Coca-Cola, PepsiCo, Cadbury Schweppes and the American Beverage Association volunteered for the program that will ban some of their best-selling products from a market of 35 million US public school children.
Under the plan unveiled yesterday at Clinton's New York-based foundation, the number of calories in school beverages will be capped at 100 except for certain milks and juices. By comparison, a can of regular Coca-Cola has 140 calories.
''Today is significant much like it was when Roger Bannister ran a four-minute mile or when the sound barrier was broken. Many did it later but somebody had to do it first,'' said Arkansas Gov. Mike Huckabee, who has joined Clinton's campaign against child obesity and battled chronic obesity himself.

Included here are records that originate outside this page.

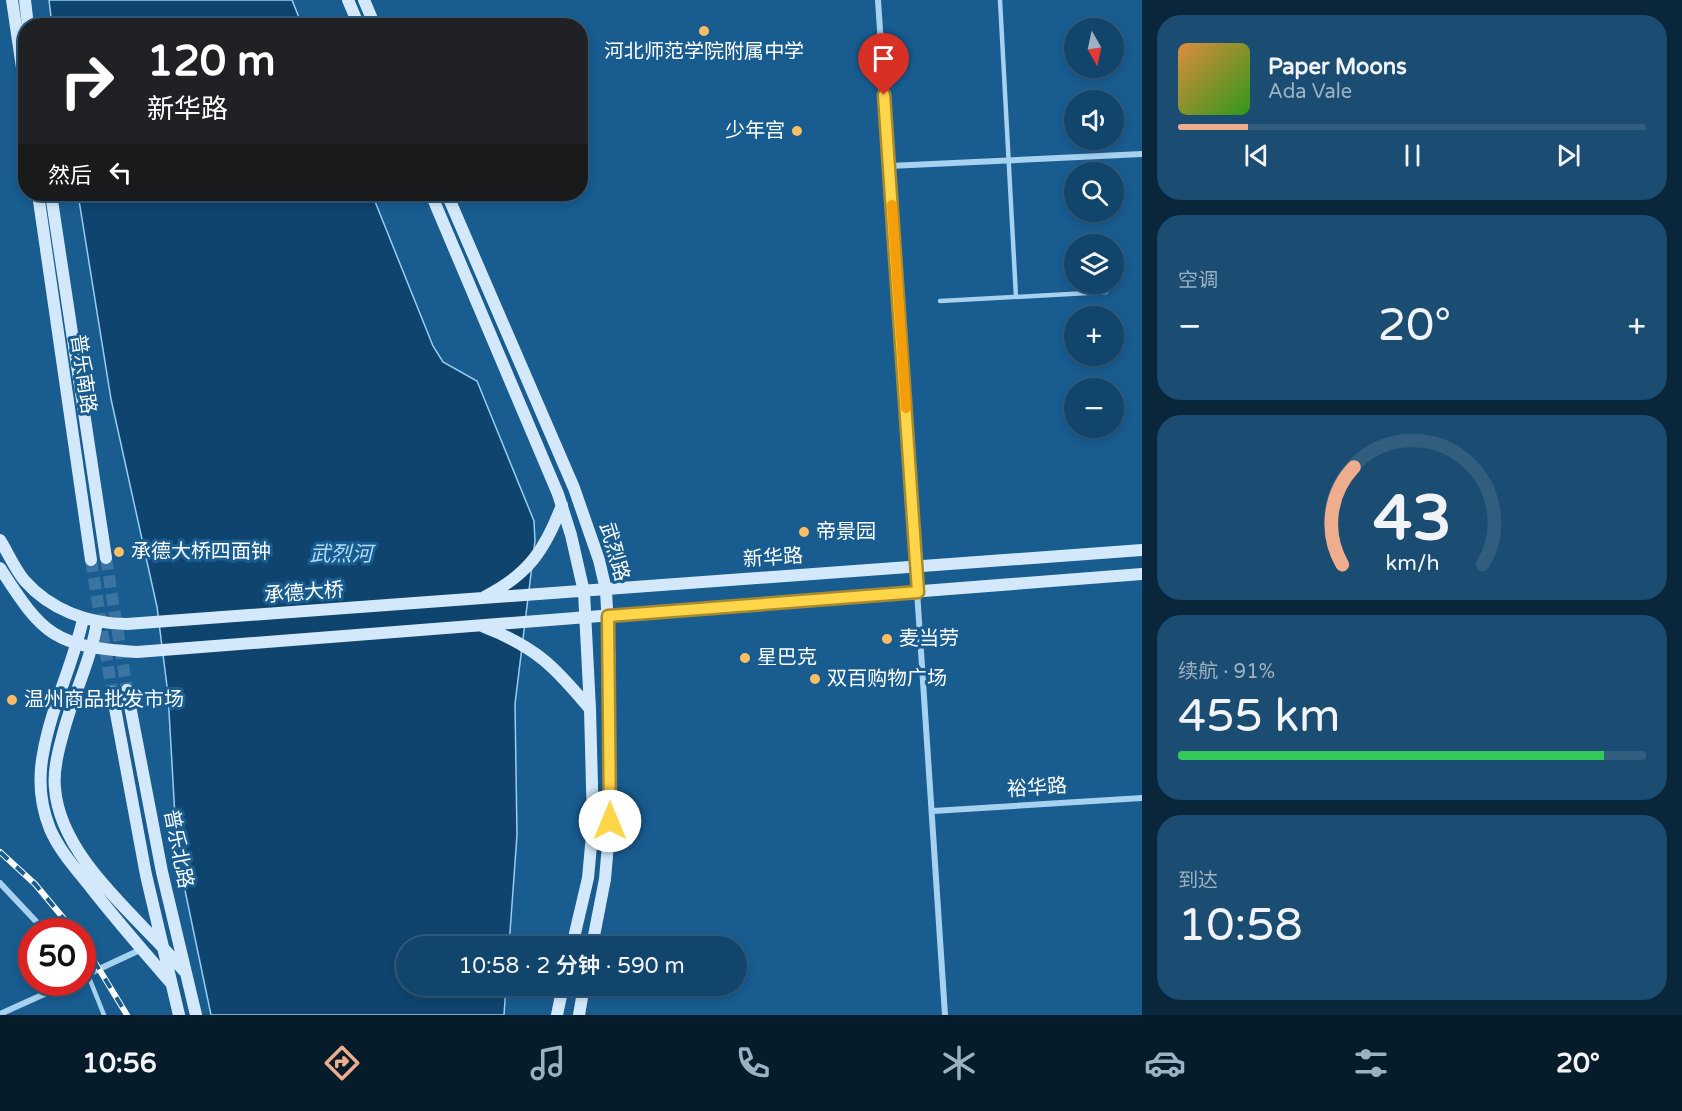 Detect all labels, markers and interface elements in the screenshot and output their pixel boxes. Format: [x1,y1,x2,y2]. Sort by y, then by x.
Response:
north arrow [1064,18,1124,78]
map controls [1064,18,1124,438]
marker: 河北师范学院附属中学 [697,24,711,38]
pin [858,33,909,95]
text: 120 m [147,36,276,87]
place label: 河北师范学院附属中学 [604,40,804,64]
icon: right [48,42,126,120]
icon: arrive [867,42,900,75]
text: Paper Moons [1268,54,1407,80]
text: Ada Vale [1268,80,1352,104]
button: sound [1064,90,1124,150]
text: 新华路 [147,93,228,126]
place label: 少年宫 [725,119,785,143]
marker: 少年宫 [790,124,804,138]
icon: previous [1240,139,1273,172]
icon: pause [1396,139,1429,172]
icon: next [1552,139,1585,172]
icon: left [104,156,137,189]
button: search [1064,162,1124,222]
text: 然后 [48,163,92,189]
button: layers [1064,234,1124,294]
text: 空调 [1178,269,1218,293]
text: 20° [1378,299,1451,353]
button: + [1064,306,1124,366]
text: − [1178,307,1202,346]
text: + [1627,307,1646,346]
street label: 普乐南路 [66,333,100,415]
button: − [1064,378,1124,438]
text: 43 [1373,482,1451,557]
street label: 武烈路 [594,520,634,584]
place label: 帝景园 [816,520,876,544]
marker: 帝景园 [797,525,811,539]
place label: 承德大桥四面钟 [131,540,271,564]
water label: 武烈河 [310,542,376,567]
street label: 新华路 [742,544,804,572]
marker: 承德大桥四面钟 [112,545,126,559]
text: km/h [1385,550,1439,576]
street label: 承德大桥 [263,578,345,608]
place label: 麦当劳 [899,627,959,651]
marker: 麦当劳 [880,632,894,646]
place label: 星巴克 [757,646,817,670]
marker: 星巴克 [738,651,752,665]
text: 续航 · 91% [1178,660,1275,684]
place label: 双百购物广场 [827,667,947,691]
marker: 双百购物广场 [808,672,822,686]
place label: 温州商品批发市场 [24,688,184,712]
text: 455 km [1178,690,1340,744]
marker: 温州商品批发市场 [5,693,19,707]
street label: 裕华路 [1006,774,1068,802]
position arrow [578,789,642,853]
street label: 普乐北路 [159,807,197,891]
text: 到达 [1178,869,1218,893]
text: 10:58 [1178,899,1303,953]
speed limit sign: 50 [18,918,96,996]
text: 10:58 · 2 分钟 · 590 m [458,953,685,979]
icon: directions [321,1042,363,1084]
icon: music [527,1042,569,1084]
icon: phone [732,1042,774,1084]
icon: climate [938,1042,980,1084]
icon: car [1144,1042,1186,1084]
icon: filters [1350,1042,1392,1084]
text: 10:56 [82,1047,157,1080]
text: 20° [1556,1047,1600,1080]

Since 1980, obesity rates have tripled among adolescents aged 13 to 17 and doubled among younger children, according to a federal government report issued on Tuesday. An estimated 16 percent of children aged 6 to 19 are obese, it said.
Clinton illustrated how the program could help, saying an 8-year-old who cuts 45 calories a day from his diet would be 20 pounds lighter by the time he or she graduates from high school.

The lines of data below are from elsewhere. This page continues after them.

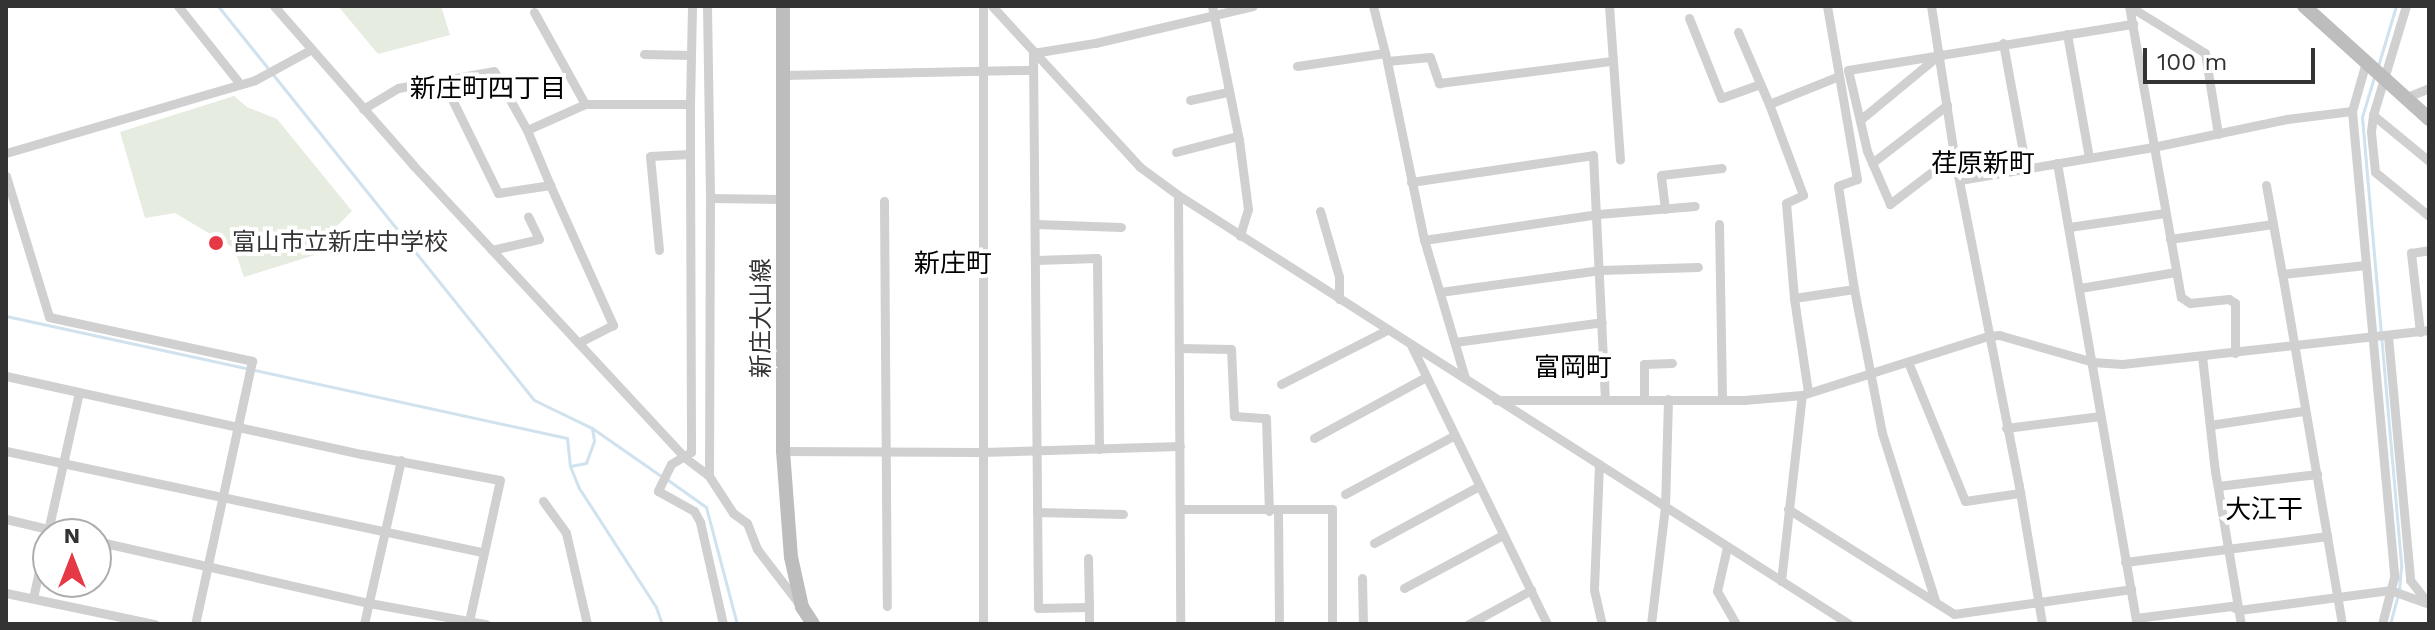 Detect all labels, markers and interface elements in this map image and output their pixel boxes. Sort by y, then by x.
scale bar [2147,32,2319,82]
text: 100 m [2157,48,2227,76]
district label: 新庄町四丁目 [410,73,566,105]
district label: 荏原新町 [1931,148,2035,180]
place label: 富山市立新庄中学校 [232,229,448,257]
marker: 富山市立新庄中学校 [207,234,225,252]
district label: 新庄町 [914,248,992,280]
street label: 新庄大山線 [748,258,776,378]
district label: 富岡町 [1534,352,1612,384]
district label: 大江干 [2225,494,2303,526]
north arrow [32,518,112,598]
text: N [64,523,80,548]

The former president, who has had two heart-related operations in recent years and was overweight as a child, has made child obesity one of his top public policy issues since leaving the White House in 2001.
BUSINESS EFFECT SAID MINIMAL Clinton praised the beverage industry for taking a risk with the initiative. But one expert said vending machines in schools are not a big revenue source for carbonated soft-drink manufacturers.
''The effect on their business will be minimal,'' said Manny Goldman, a beverage industry consultant. ''There's a lot more than soft drinks that is responsible for childhood obesity. But soft drinks are visible products and are an easy target.'' The agreement is part of a larger effort by Clinton's nonprofit foundation and the American Heart Association to promote a better diet and more active lifestyle for youths.
The beverage industry agreed to apply the new limits to 75 percent of the nation's public and private schools before the start of the 2008-09 school year and apply it to all schools a year later.
Elementary schools will sell only water, small servings of juices with no added sweeteners, and small servings of milk that are fat-free or low-fat.
Middle schools will have the same restrictions while allowing slightly larger portion sizes. For high schools, at least half of available beverages must be water, zero-calorie and low-calorie drinks.